The market-implied 1-standard-deviation range for ROBO extends from approximately $77.94 on the downside to $92.44 on the upside. A ROBO long put expresses a directional view that the underlying closes below the strike minus premium at expiration, frequently sized to hedge an existing long ROBO position with one put per 100 shares held. Current ROBO IV rank near 47.75% is mid-range against its 1-year distribution, so the IV signal is neutral; the long put thesis on ROBO should anchor more to the directional view and the expected-move geometry. As a Financial Services name, ROBO options can move on sector-level news flow (peer earnings, regulatory updates, industry-specific macro data) in addition to ROBO-specific events.

ROBO long put positions are structurally bearish; the modeled P&L assumes European-style exercise at expiration and ignores early assignment, transaction costs, dividends paid before expiry on the stock leg (when present), and the bid-ask spread on the listed chain. ROBO positions also carry Financial Services sector concentration risk; news flow inside the sector (peer earnings, regulatory shifts, supply-chain headlines) can move ROBO alongside the broader basket even when ROBO-specific fundamentals are unchanged. Long-premium structures like a long put on ROBO are particularly exposed to IV-crush risk through scheduled events (earnings, FDA decisions, central-bank meetings) where IV typically contracts post-event regardless of the directional outcome. Always rebuild the position from current ROBO chain quotes before placing a trade.

Frequently asked questions

What is a long put on ROBO?
A long put on ROBO is the long put strategy applied to ROBO (etf). The strategy is structurally bearish: A long put buys downside exposure with a fixed maximum loss equal to the premium paid; profit accrues if the underlying closes below the strike minus premium at expiration. With ROBO etf trading near $85.19, the strikes shown on this page are snapped to the nearest listed ROBO chain strike and the premiums come straight from the end-of-day bid/ask midpoint.
How are ROBO long put max profit and max loss calculated?
Max profit equals the strike minus premium times 100 (reached at zero); max loss equals the premium times 100. Breakeven is strike minus premium.
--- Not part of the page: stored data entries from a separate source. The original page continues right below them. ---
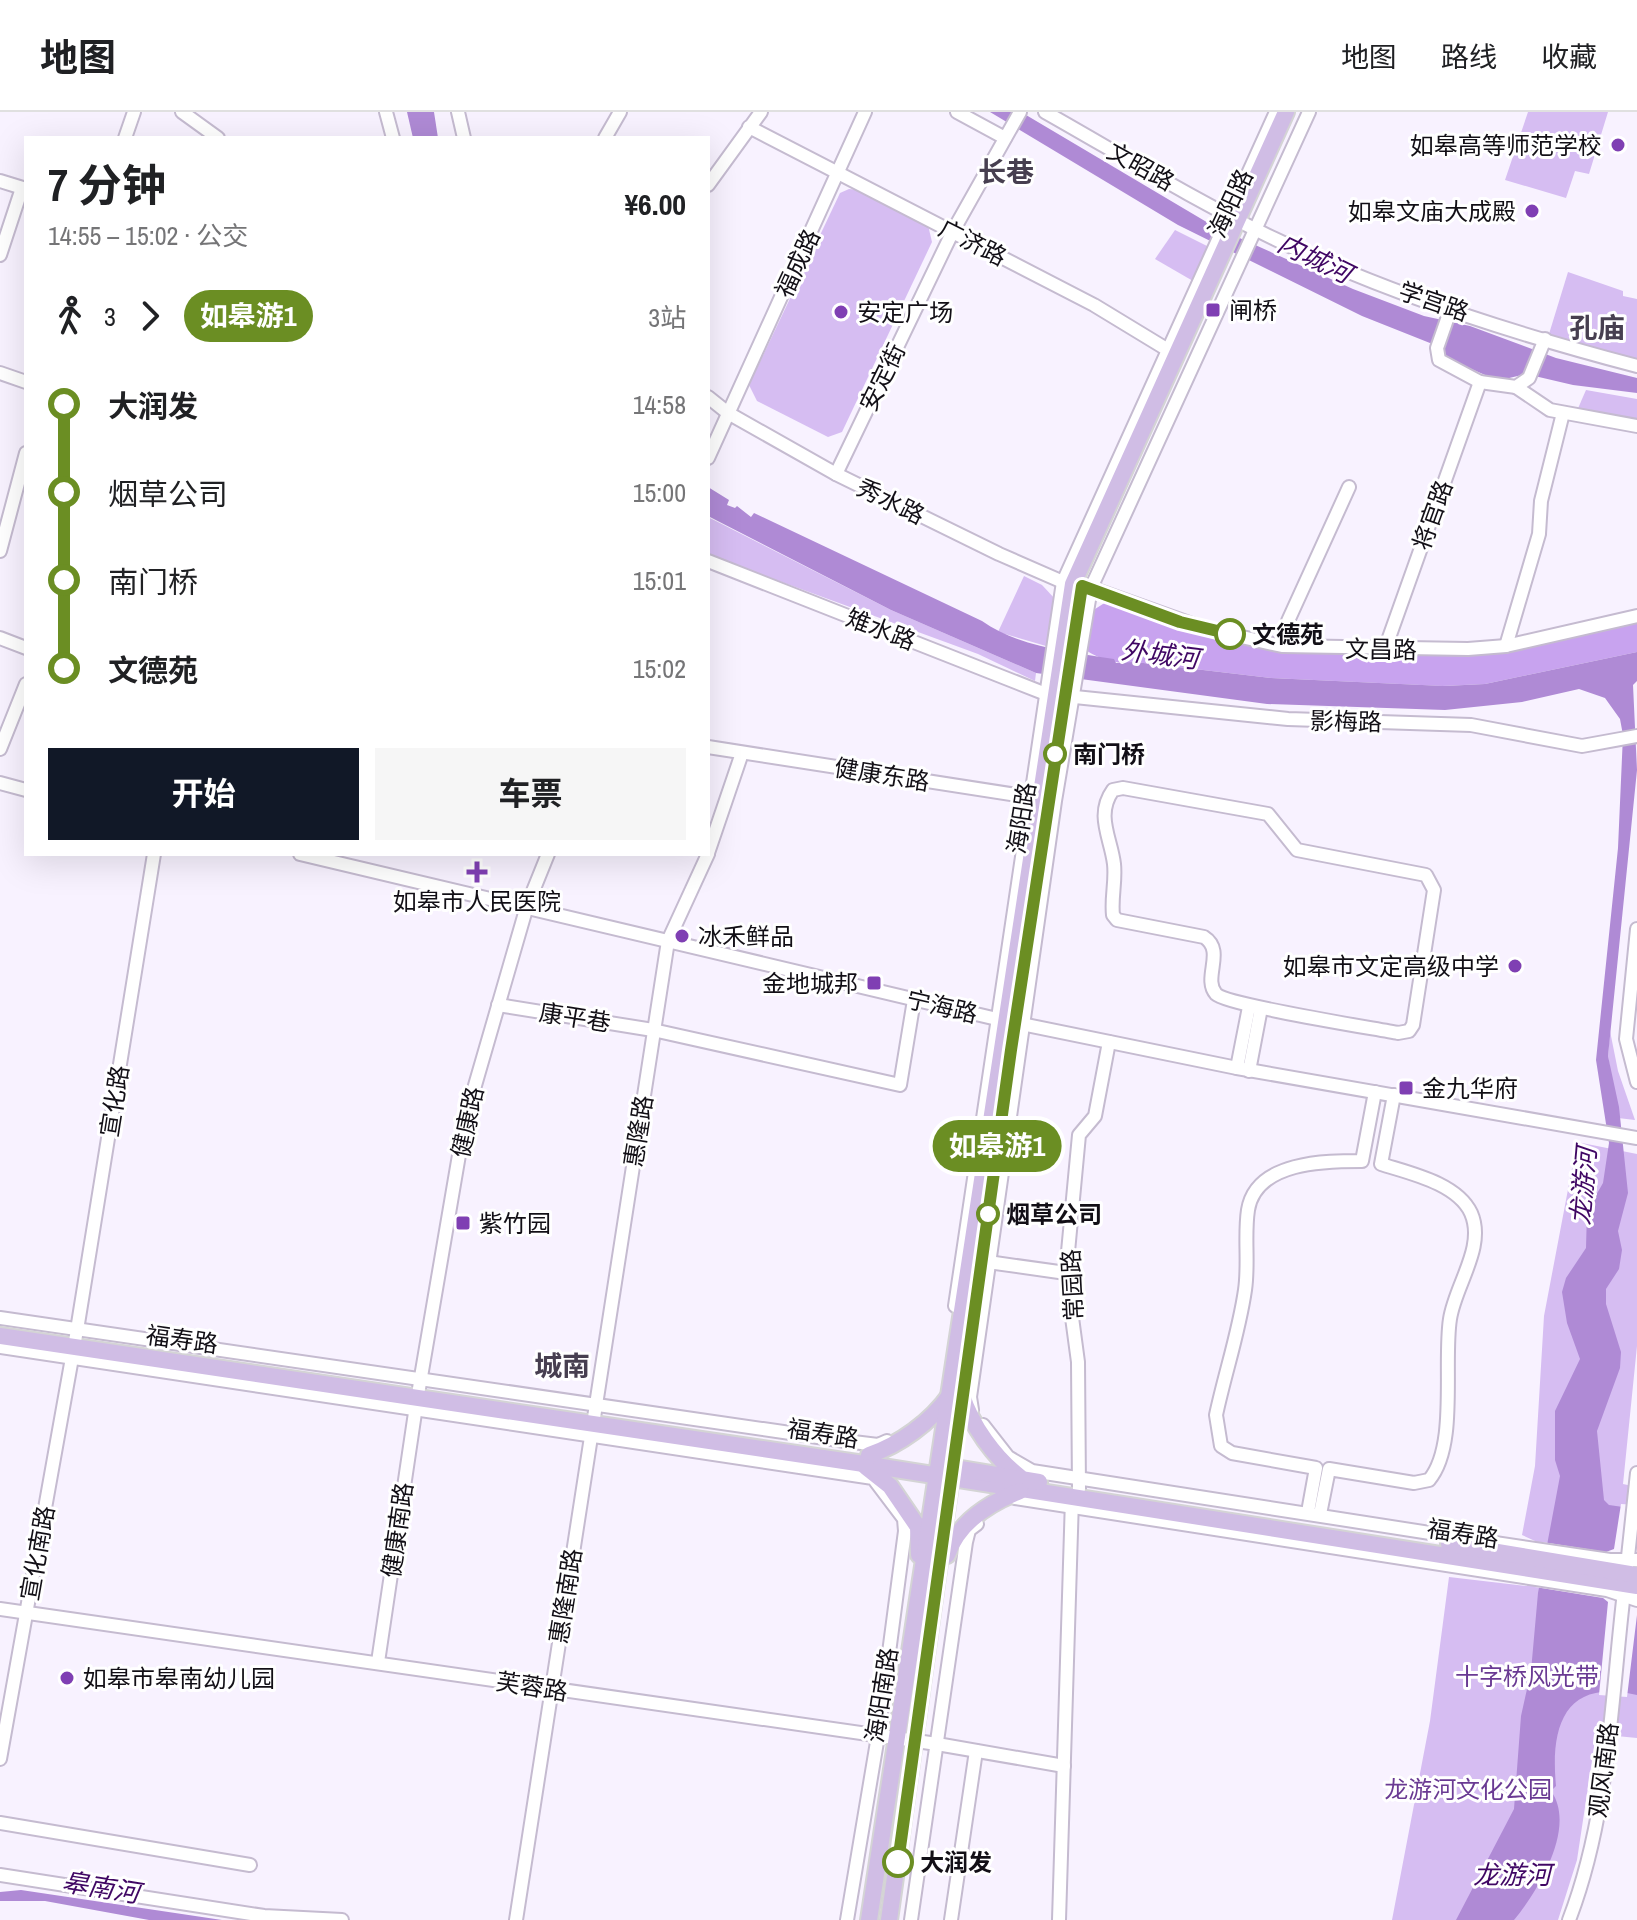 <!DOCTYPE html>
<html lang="zh">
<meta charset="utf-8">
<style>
:root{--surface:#fff;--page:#f6f6f6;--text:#202124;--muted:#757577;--line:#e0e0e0;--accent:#111827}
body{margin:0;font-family:"Archivo Narrow","Noto Sans SC",sans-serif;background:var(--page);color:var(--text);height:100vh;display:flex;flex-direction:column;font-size:30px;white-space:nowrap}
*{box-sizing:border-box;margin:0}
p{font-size:26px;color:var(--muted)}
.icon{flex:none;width:44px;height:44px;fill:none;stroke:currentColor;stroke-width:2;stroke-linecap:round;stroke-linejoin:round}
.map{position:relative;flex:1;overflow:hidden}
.details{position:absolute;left:24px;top:24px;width:686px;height:720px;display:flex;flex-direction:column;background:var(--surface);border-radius:0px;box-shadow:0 8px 32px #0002}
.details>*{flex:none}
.badge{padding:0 16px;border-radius:26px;font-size:28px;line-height:52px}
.map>.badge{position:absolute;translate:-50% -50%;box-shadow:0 0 0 4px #fff}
.legs{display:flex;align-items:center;gap:12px;height:88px;padding:0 24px;font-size:26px}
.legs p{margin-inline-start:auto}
.overview{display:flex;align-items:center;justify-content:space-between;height:136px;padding:0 24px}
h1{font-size:44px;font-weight:700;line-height:60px}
.cta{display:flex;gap:16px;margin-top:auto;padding:16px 24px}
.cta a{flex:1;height:92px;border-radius:0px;background:var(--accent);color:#fff;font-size:32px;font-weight:700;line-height:92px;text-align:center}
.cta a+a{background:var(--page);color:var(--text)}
ul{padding:0 24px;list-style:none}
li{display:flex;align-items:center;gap:28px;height:88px;font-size:30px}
li i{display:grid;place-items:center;width:12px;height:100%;margin:0 10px;background:currentColor}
li i::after{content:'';width:20px;height:20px;margin:-10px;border:6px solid;border-radius:50%;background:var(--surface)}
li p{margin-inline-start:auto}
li:first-child i{background:linear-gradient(#0000 50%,currentColor 0)}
li:last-child i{background:linear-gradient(currentColor 50%,#0000 0)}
header{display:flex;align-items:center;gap:48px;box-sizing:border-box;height:112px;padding:0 40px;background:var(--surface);border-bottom:2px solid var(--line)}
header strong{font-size:38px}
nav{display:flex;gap:44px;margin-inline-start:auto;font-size:28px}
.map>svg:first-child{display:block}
.green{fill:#d6bdf2}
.forest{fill:#c8a3ef}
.water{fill:#af8ad5}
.pier{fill:#f8f2ff}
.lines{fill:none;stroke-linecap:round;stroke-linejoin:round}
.minor-casing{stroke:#c5bbd0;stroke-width:16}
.major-casing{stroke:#d4d4d5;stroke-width:20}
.minor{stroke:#fff;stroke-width:12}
.major{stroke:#d0bde5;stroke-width:16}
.line-1-casing{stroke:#fff;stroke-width:18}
.line-1{stroke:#6b8e23;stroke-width:12}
.poi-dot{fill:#7f3fb3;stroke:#fff;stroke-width:3}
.stop-1-dot{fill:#fff;stroke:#6b8e23;stroke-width:4}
.labels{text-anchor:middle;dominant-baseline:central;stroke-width:6;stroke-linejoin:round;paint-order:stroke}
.poi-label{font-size:24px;fill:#120f16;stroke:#fff;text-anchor:start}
.street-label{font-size:24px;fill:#120f16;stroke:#fff}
.stop-label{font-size:24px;font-weight:bold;fill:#120f16;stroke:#fff;text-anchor:start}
.park-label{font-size:24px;fill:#6a3a93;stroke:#fff}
.water-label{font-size:26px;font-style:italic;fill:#400764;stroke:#fff}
.quarter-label{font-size:28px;font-weight:bold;fill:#473f50;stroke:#fff}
</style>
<header>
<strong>地图</strong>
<nav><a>地图</a><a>路线</a><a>收藏</a></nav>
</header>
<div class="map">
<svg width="1637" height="1808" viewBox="0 0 1637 1808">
<rect width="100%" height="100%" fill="#f8f2ff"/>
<g class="green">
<polygon points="1528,0 1608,0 1589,62 1575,59 1566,86 1505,68"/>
<polygon points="849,77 861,78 928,113 932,130 842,320 828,325 757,289 749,273 840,81"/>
<polygon points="1175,118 1209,135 1193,169 1155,147"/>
<polygon points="1568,160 1623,179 1623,184 1637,187 1637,249 1549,222"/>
<polygon points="1586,278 1637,287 1637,313 1576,301"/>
<polygon points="708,405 891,498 1036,561 1035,569 978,542 708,443"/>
<polygon points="1024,464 1042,473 1056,488 1046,534 998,520"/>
<polygon points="1610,919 1618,959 1635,1008 1618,1006 1608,944"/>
<polygon points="1577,1030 1637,1042 1637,1234 1623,1372 1637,1375 1637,1626 1596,1622 1577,1748 1558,1808 1392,1808 1430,1609 1449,1465 1527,1474 1535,1429 1522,1423 1535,1354 1544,1204"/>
</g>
<path class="forest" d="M1106,490H1117L1227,529L1263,535L1498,539L1637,507V540L1485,572L1443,574L1271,566L1135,550C1124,554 1094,546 1085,537L1092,499Z"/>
<g class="water">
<polygon points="407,0 434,0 438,26 413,26"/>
<polygon points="990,0 1021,0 1215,115 1353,177 1424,204 1470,214 1556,246 1637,266 1637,281 1573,273 1526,262 1505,267 1492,266 1446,246 1440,235 1362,204 1178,113"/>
<path d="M708,375L729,388L727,393L735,396L737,394L751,405L754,401L982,509C1019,535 1070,540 1114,547L1116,551L1135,550L1271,566L1444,574L1485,572L1637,540V569L1633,573L1637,658L1608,944L1619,995L1628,1081L1618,1119L1622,1138L1619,1157L1606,1177V1192L1621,1240L1620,1256L1597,1319L1604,1388L1609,1393L1637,1397V1583C1566,1566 1550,1612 1556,1674L1551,1679C1577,1715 1538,1779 1514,1808H1456L1514,1697L1521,1604L1531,1559L1538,1481L1560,1364L1555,1348V1299L1580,1247L1567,1211L1562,1180L1566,1166L1586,1136L1587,1099L1603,1071L1609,1031L1596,948L1618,736L1623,623L1620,607L1605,586L1579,577L1522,590L1445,598L1267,592L1036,561L891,498L708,404Z"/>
<polygon points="21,1778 222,1808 149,1808 45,1789 0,1789 0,1780"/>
</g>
<polygon class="pier" points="1621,1392 1637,1393 1637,1503 1627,1585 1599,1583 1608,1490 1603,1486 1535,1475 1542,1430 1606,1440 1614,1437"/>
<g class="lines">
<g class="minor-casing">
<g id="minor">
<polyline points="182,0 218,26"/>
<polyline points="386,0 393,26"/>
<polyline points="458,0 464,26"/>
<polyline points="957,0 1005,26"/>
<path d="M1045,0C1121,43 1196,89 1275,127C1388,182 1515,222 1637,254"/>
<polyline points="749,15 1094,193 1173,241"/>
<polyline points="125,26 134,0"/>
<polyline points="605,26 620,0"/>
<polyline points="0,69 26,77"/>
<polyline points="708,73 761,0"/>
<polyline points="0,143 22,76"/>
<polyline points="1451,196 1437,236 1439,248 1480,270 1516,275 1529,266 1545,227"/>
<polyline points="0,261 26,270"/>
<polyline points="1516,275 1550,298 1637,314"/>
<polyline points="708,285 728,301 836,362 999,442 1063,470 1091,476 1206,517 1282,534 1468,537 1506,534 1637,504"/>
<polyline points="708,346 865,0"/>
<polyline points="836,362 953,119 1020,0"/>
<polyline points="0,439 26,341"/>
<polyline points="708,449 1046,582 1288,607 1471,613 1582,634 1637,624"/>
<polyline points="1288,509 1349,375"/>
<polyline points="0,526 26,536"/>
<polyline points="1506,534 1539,422 1541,389 1563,301"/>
<polyline points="1385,537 1480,270"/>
<polyline points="708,635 1036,686"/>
<polyline points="0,637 26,572"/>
<polyline points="0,671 26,678"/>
<path d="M1123,676L1268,702L1297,738L1426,763L1434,778L1413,913L1409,919L1398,921C1372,916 1227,893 1216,882C1202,866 1226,839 1204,825L1117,808L1113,803C1111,786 1116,769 1114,752C1111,726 1095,703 1113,678Z"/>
<polyline points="708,741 742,641"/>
<polyline points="300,742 997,907 1237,956 1637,1026"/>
<polyline points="1637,817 1626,927 1637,970"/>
<polyline points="498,893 653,918 900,973 914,888"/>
<polyline points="1237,956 1249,895"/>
<polyline points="1249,959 1261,896"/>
<polyline points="988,1150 1066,1161"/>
<polyline points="955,1194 1063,470 1276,0"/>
<polyline points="0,1206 845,1329 878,1333 887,1329"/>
<polyline points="0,1235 873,1366 904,1407 905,1419 878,1624 847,1808"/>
<polyline points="972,1298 970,1285 1055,689 1091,476 1309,0"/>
<polyline points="983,1313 1008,1345 1032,1359 1475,1428 1610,1448 1637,1448"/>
<polyline points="1079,1377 1078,1250 1066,1161 1079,1023 1095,1004 1109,930"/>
<polyline points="1015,1386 1607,1478 1637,1488"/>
<path d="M1308,1400L1316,1356L1232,1341L1221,1334L1216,1303C1225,1261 1239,1220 1245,1178C1249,1151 1244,1124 1248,1098C1256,1049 1326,1049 1362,1049L1375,980"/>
<path d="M1320,1402L1329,1357L1414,1371L1429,1368C1458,1334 1443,1251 1450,1207C1455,1173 1486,1135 1471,1101C1457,1071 1409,1061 1381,1052L1394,983"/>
<polyline points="1627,1454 1637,1361"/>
<polyline points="0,1497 937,1632 1064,1654"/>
<polyline points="378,1550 416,1294 465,1008 527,794 548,742"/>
<polyline points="0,1647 77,1218 154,742"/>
<polyline points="0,1711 250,1753"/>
<polyline points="0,1763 264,1804 342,1808"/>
<polyline points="516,1808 668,829 708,742"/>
<polyline points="911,1808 966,1430 969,1418 977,1412"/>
<polyline points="951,1808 976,1639"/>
<polyline points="1059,1808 1072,1387"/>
<path d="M1569,1808C1609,1704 1611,1589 1624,1480"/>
</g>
</g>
<g class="major-casing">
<g id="major">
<polyline points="0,1224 857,1351 1637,1474"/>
<path d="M962,1283C971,1313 995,1346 1020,1365"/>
<path d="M869,1343C899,1333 931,1310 950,1283"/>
<polyline points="943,1354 1039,1370"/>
<polyline points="866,1355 890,1374 918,1415 919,1443"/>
<polyline points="1449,1432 1637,1463"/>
<path d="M947,1443C958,1411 989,1391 1020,1379"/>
<polyline points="869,1808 1073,472 1286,0"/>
<polyline points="889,1808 953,1350"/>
</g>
</g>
<use href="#minor" class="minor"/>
<use href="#major" class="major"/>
</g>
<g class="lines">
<g class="line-1-casing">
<polyline id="line-1" points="898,1750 1011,938 1082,474 1180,510 1230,522"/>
</g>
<use href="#line-1" class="line-1"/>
</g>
<g class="poi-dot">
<circle cx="1618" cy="33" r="8"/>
<circle cx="1532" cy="99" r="8"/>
<rect x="1205" y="190" width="16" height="16" rx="4"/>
<circle cx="841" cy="200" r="8"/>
<path d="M473 748h8v8h8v8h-8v8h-8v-8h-8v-8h8z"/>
<circle cx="682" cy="824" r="8"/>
<circle cx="1515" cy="854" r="8"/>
<rect x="866" y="863" width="16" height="16" rx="4"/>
<rect x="1398" y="968" width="16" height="16" rx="4"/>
<rect x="455" y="1103" width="16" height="16" rx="4"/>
<circle cx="67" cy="1566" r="8"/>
</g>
<g class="stop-1-dot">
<circle cx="1230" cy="522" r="14"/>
<circle cx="1055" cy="642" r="10"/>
<circle cx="988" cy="1102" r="10"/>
<circle cx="898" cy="1750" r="14"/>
</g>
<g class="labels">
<g class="poi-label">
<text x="1602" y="33" text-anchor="end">如皋高等师范学校</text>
<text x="1516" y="99" text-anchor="end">如皋文庙大成殿</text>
<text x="1229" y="198">闸桥</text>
<text x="857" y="200">安定广场</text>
<text x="477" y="789" text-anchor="middle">如皋市人民医院</text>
<text x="698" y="824">冰禾鲜品</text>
<text x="1499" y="854" text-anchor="end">如皋市文定高级中学</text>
<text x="858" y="871" text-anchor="end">金地城邦</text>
<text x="1422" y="976">金九华府</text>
<text x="479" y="1111">紫竹园</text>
<text x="83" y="1566">如皋市皋南幼儿园</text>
</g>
<g class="street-label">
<text transform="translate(1141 54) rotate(29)">文昭路</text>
<text transform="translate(1230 91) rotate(-65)">海阳路</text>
<text transform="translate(973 130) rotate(27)">广济路</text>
<text transform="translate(797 151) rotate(-65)">福成路</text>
<text transform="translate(1434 189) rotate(19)">学宫路</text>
<text transform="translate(882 265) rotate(-64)">安定街</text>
<text transform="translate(891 389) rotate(26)">秀水路</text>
<text transform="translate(1432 403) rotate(-70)">将官路</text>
<text transform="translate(881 517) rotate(21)">雉水路</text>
<text transform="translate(1381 537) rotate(1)">文昌路</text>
<text transform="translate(1346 609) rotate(1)">影梅路</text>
<text transform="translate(882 662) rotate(9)">健康东路</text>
<text transform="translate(1021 706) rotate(-81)">海阳路</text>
<text transform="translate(942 894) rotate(13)">宁海路</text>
<text transform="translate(575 905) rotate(9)">康平巷</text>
<text transform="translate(114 989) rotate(-81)">宣化路</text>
<text transform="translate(467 1010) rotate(-78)">健康路</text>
<text transform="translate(638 1019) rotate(-81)">惠隆路</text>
<text transform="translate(1072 1173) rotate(-93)">常园路</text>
<text transform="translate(182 1227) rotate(8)">福寿路</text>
<text transform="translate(823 1321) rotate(9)">福寿路</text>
<text transform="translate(397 1418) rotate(-82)">健康南路</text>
<text transform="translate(1463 1421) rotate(9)">福寿路</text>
<text transform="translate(37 1441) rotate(-80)">宣化南路</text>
<text transform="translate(565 1484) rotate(-81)">惠隆南路</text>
<text transform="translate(532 1574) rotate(9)">芙蓉路</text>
<text transform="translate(881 1583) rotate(-81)">海阳南路</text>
<text transform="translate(1603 1658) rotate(-83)">观风南路</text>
</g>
<g class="stop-label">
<text x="1252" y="522">文德苑</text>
<text x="1073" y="642">南门桥</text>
<text x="1006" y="1102">烟草公司</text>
<text x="920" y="1750">大润发</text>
</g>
<g class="park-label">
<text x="1527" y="1564">十字桥风光带</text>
<text x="1468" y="1677">龙游河文化公园</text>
</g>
<g class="water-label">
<text transform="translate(1315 146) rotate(26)">内城河</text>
<text transform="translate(1160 542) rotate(7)">外城河</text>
<text transform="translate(1583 1074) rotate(-85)">龙游河</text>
<text x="1512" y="1762">龙游河</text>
<text transform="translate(101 1775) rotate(9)">皋南河</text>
</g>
<g class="quarter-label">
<text x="1006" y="60">长巷</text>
<text x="1597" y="216">孔庙</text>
<text x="562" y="1254">城南</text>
</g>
</g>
</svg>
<b class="badge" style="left:997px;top:1034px;background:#6b8e23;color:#fff">如皋游1</b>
<section class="details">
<div class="overview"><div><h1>7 分钟</h1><p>14:55 – 15:02 · 公交</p></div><b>¥6.00</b></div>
<div class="legs"><svg class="icon" aria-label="walk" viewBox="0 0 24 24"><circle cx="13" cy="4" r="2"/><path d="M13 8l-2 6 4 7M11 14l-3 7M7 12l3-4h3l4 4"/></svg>3<svg class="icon" aria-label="forward" viewBox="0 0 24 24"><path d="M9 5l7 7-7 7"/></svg><b class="badge" style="background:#6b8e23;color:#fff">如皋游1</b><p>3站</p></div>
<ul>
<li><i style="color:#6b8e23"></i><b>大润发</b><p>14:58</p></li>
<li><i style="color:#6b8e23"></i><span>烟草公司</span><p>15:00</p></li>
<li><i style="color:#6b8e23"></i><span>南门桥</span><p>15:01</p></li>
<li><i style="color:#6b8e23"></i><b>文德苑</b><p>15:02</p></li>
</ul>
<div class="cta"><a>开始</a><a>车票</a></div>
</section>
</div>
For the ROBO long put priced from the end-of-day chain at a 30-day expiry (ATM IV 29.70%), the computed maximum profit is $8,214.00 per contract and the computed maximum loss is -$285.00 per contract. Live intraday quotes will differ as the chain moves through the trading session.
What is the breakeven for a ROBO long put?
The breakeven for the ROBO long put priced on this page is roughly $82.15 at expiration, derived from end-of-day chain premiums. Breakeven is the underlying price at which the strategy's P&L crosses zero ignoring transaction costs and assignment risk. The current ROBO market-implied 1-standard-deviation expected move is approximately 8.51%; if the move sits well outside the breakeven distance, the structure's risk-reward becomes correspondingly tighter.
When should you consider a long put on ROBO?
Long puts on ROBO hedge an existing long ROBO etf position or express a bearish view with defined risk; position sizing typically scales the put notional to the underlying ROBO exposure being hedged.
How does current ROBO implied volatility affect this long put?
ROBO ATM IV is at 29.70% with IV rank near 47.75%, which is mid-range against its 1-year history. Strategy selection depends more on directional thesis and expected move than on a strong IV signal.